> _TASK STATEMENT_
Check each line of the entries below for the word "lists", then state how many lines have it and nothing more.

(Items from a dataset)

------------------------

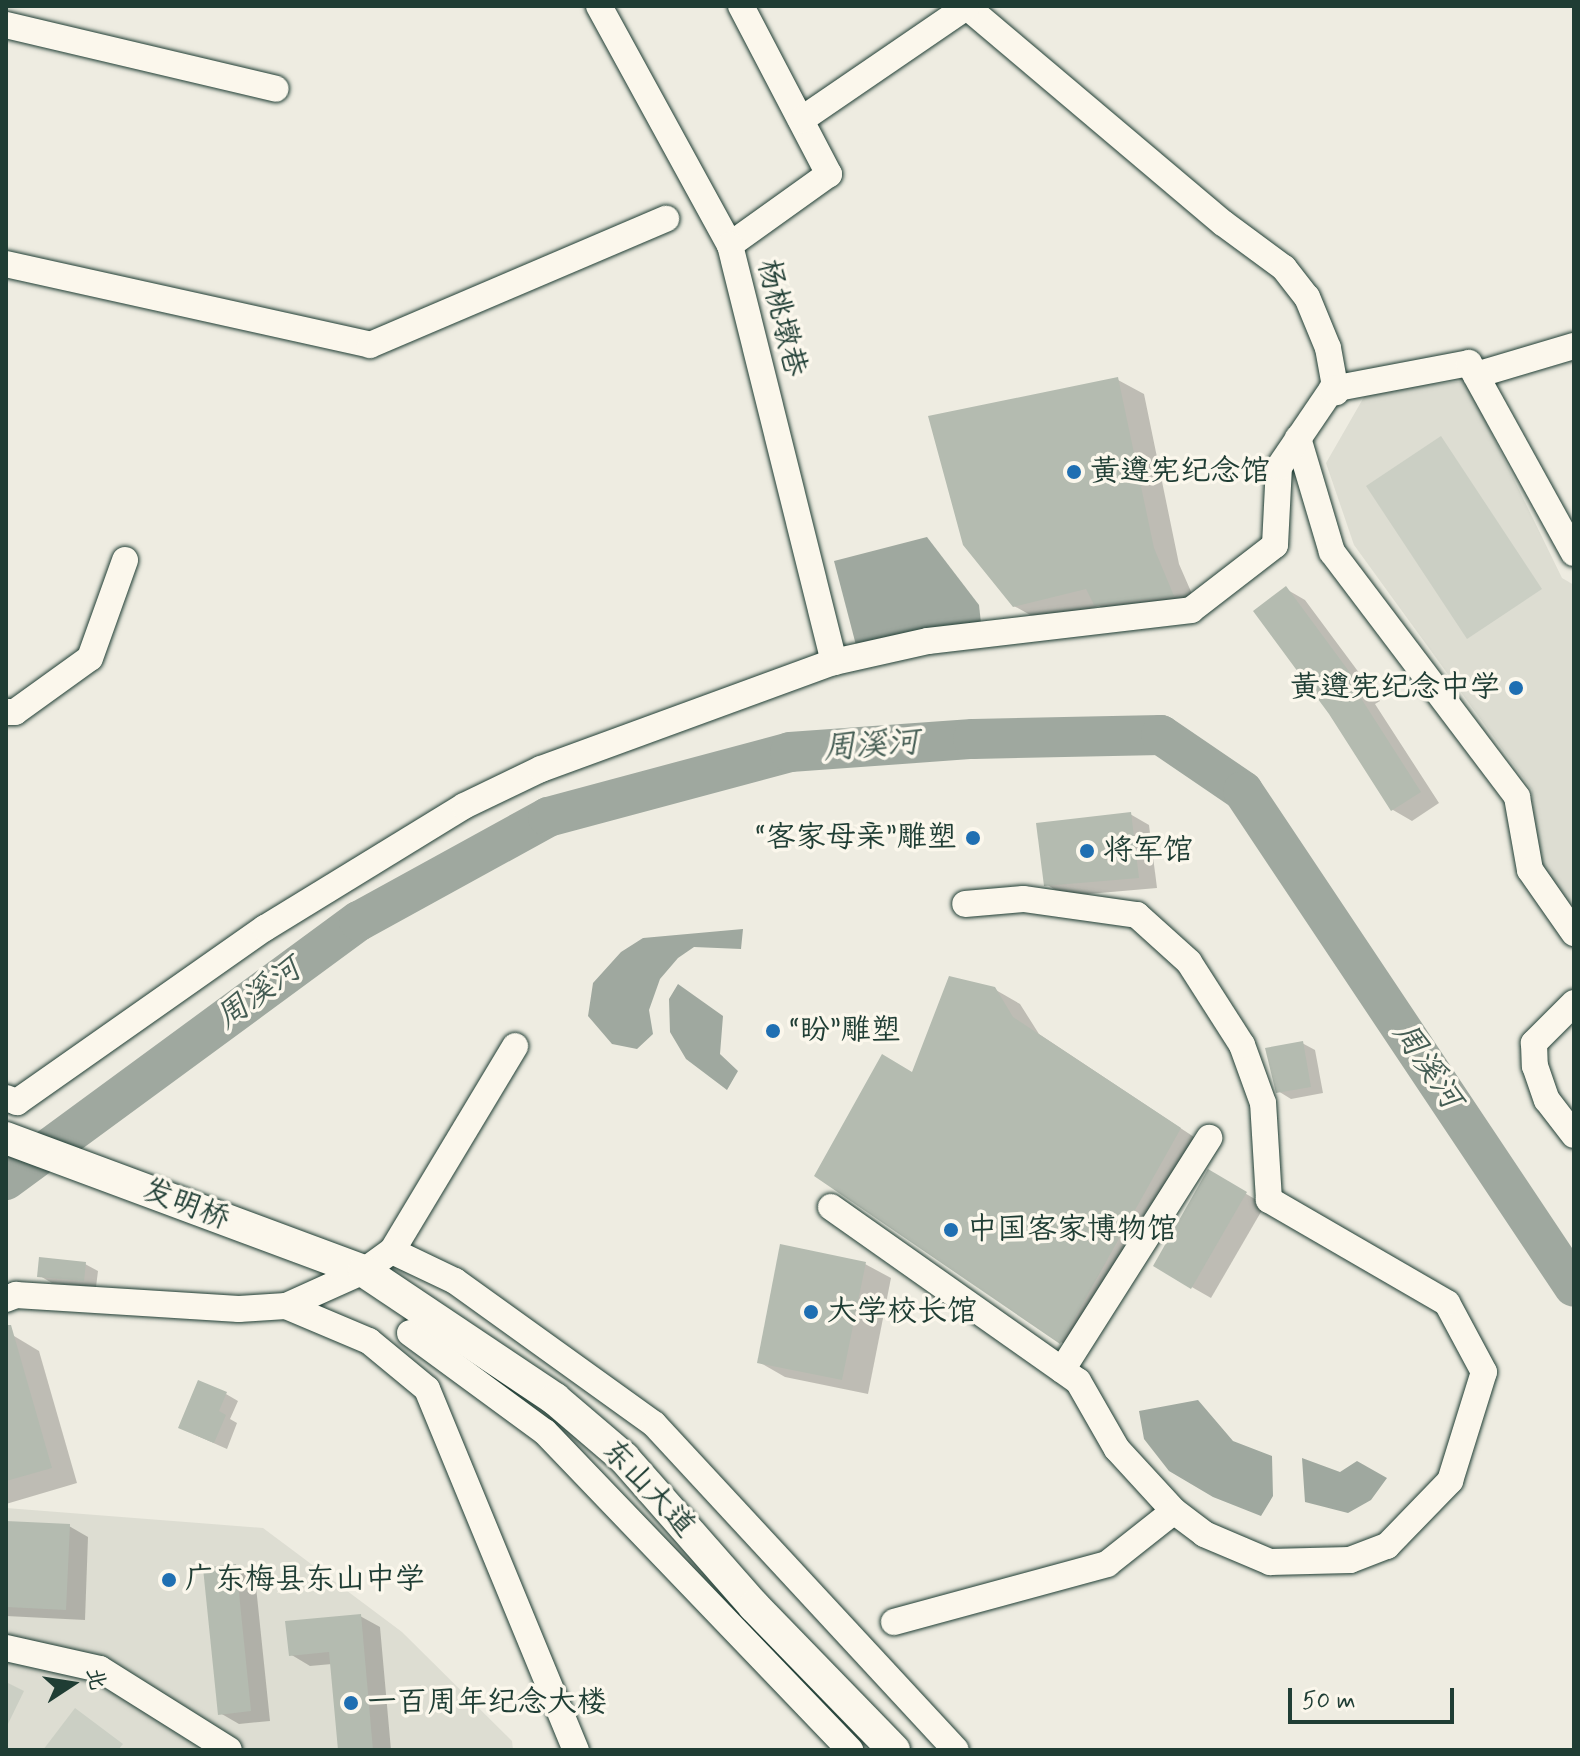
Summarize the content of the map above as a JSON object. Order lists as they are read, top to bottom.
{
  "streets": {
    "main road": ["发明桥", "东山大道"],
    "street": ["杨桃墩巷"]
  },
  "crossings": [
    ["发明桥", "东山大道"]
  ],
  "water": ["周溪河"],
  "places": [
    "黄遵宪纪念馆",
    "黄遵宪纪念中学",
    "“客家母亲”雕塑",
    "将军馆",
    "“盼”雕塑",
    "中国客家博物馆",
    "大学校长馆",
    "广东梅县东山中学",
    "一百周年纪念大楼"
  ],
  "scale_bar": "50 m",
  "north": "right"
}
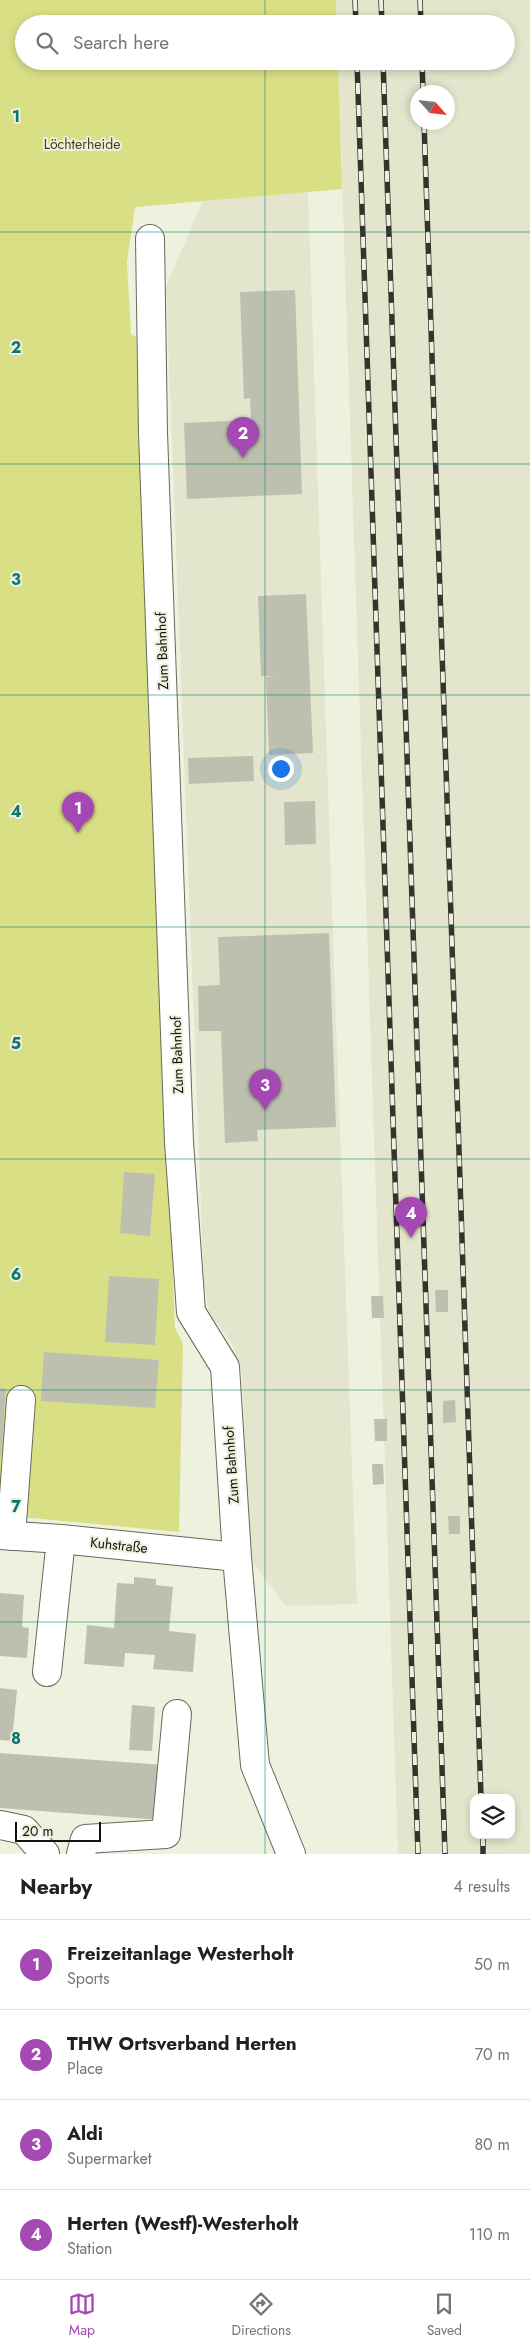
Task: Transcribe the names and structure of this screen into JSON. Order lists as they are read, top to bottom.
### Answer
{
  "streets": {
    "street": ["Zum Bahnhof", "Kuhstraße"]
  },
  "crossings": [
    ["Zum Bahnhof", "Kuhstraße"]
  ],
  "parks": ["Löchterheide"],
  "scale_bar": "20 m",
  "north": "bottom right",
  "page": {
    "search": "Search here",
    "pins": [
      "2",
      "1",
      "3",
      "4"
    ],
    "scale": "20 m",
    "heading": ["Nearby", "4 results"],
    "list": [
      {
        "mark": "1",
        "name": "Freizeitanlage Westerholt",
        "note": "Sports",
        "value": "50 m"
      },
      {
        "mark": "2",
        "name": "THW Ortsverband Herten",
        "note": "Place",
        "value": "70 m"
      },
      {
        "mark": "3",
        "name": "Aldi",
        "note": "Supermarket",
        "value": "80 m"
      },
      {
        "mark": "4",
        "name": "Herten (Westf)-Westerholt",
        "note": "Station",
        "value": "110 m"
      }
    ],
    "nav": ["Map", "Directions", "Saved"]
  },
  "grid": {
    "rows": [
      "1",
      "2",
      "3",
      "4",
      "5",
      "6",
      "7",
      "8"
    ]
  }
}
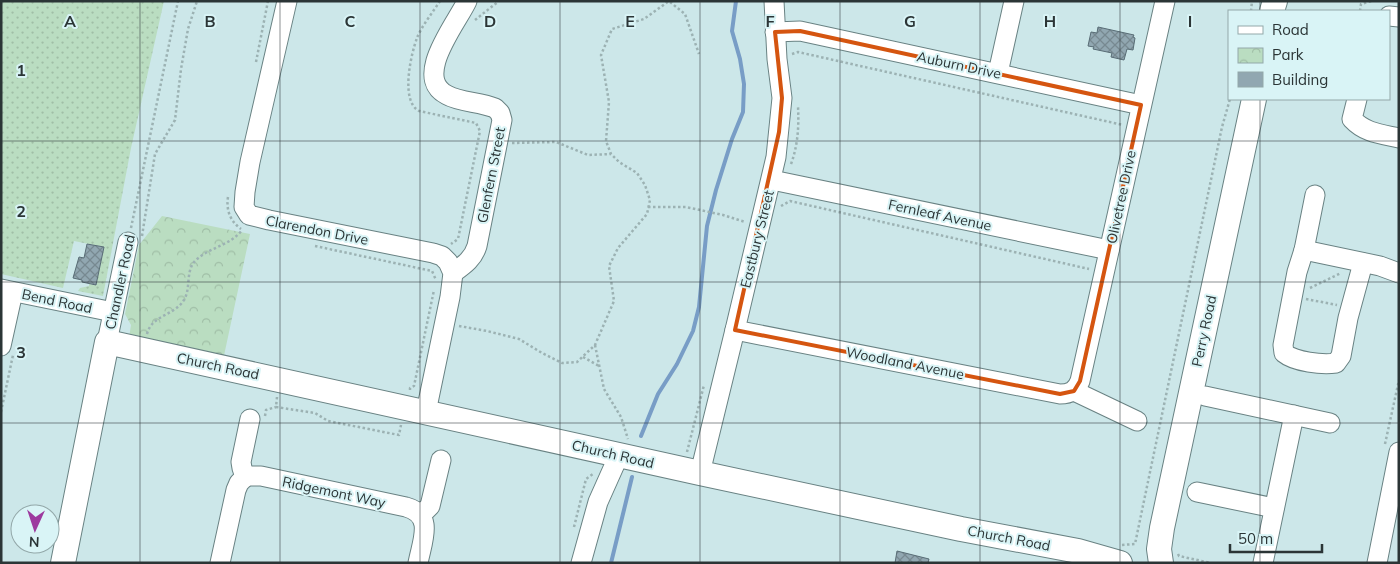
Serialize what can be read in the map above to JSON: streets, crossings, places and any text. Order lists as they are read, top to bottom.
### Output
{
  "streets": {
    "main road": ["Chandler Road", "Perry Road", "Church Road"],
    "street": [
      "Auburn Drive",
      "Glenfern Street",
      "Olivetree Drive",
      "Fernleaf Avenue",
      "Clarendon Drive",
      "Eastbury Street",
      "Bend Road",
      "Woodland Avenue",
      "Ridgemont Way"
    ]
  },
  "crossings": [
    ["Auburn Drive", "Olivetree Drive"],
    ["Auburn Drive", "Eastbury Street"],
    ["Glenfern Street", "Clarendon Drive"],
    ["Olivetree Drive", "Fernleaf Avenue"],
    ["Olivetree Drive", "Woodland Avenue"],
    ["Fernleaf Avenue", "Eastbury Street"],
    ["Eastbury Street", "Woodland Avenue"],
    ["Eastbury Street", "Church Road"],
    ["Chandler Road", "Bend Road"],
    ["Chandler Road", "Church Road"]
  ],
  "legend": ["Road", "Park", "Building"],
  "scale_bar": "50 m",
  "north": "bottom",
  "grid": {
    "columns": [
      "A",
      "B",
      "C",
      "D",
      "E",
      "F",
      "G",
      "H",
      "I"
    ],
    "rows": ["1", "2", "3"]
  }
}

------------------------

> _RESPONSE TO THIS EXERCISE_
3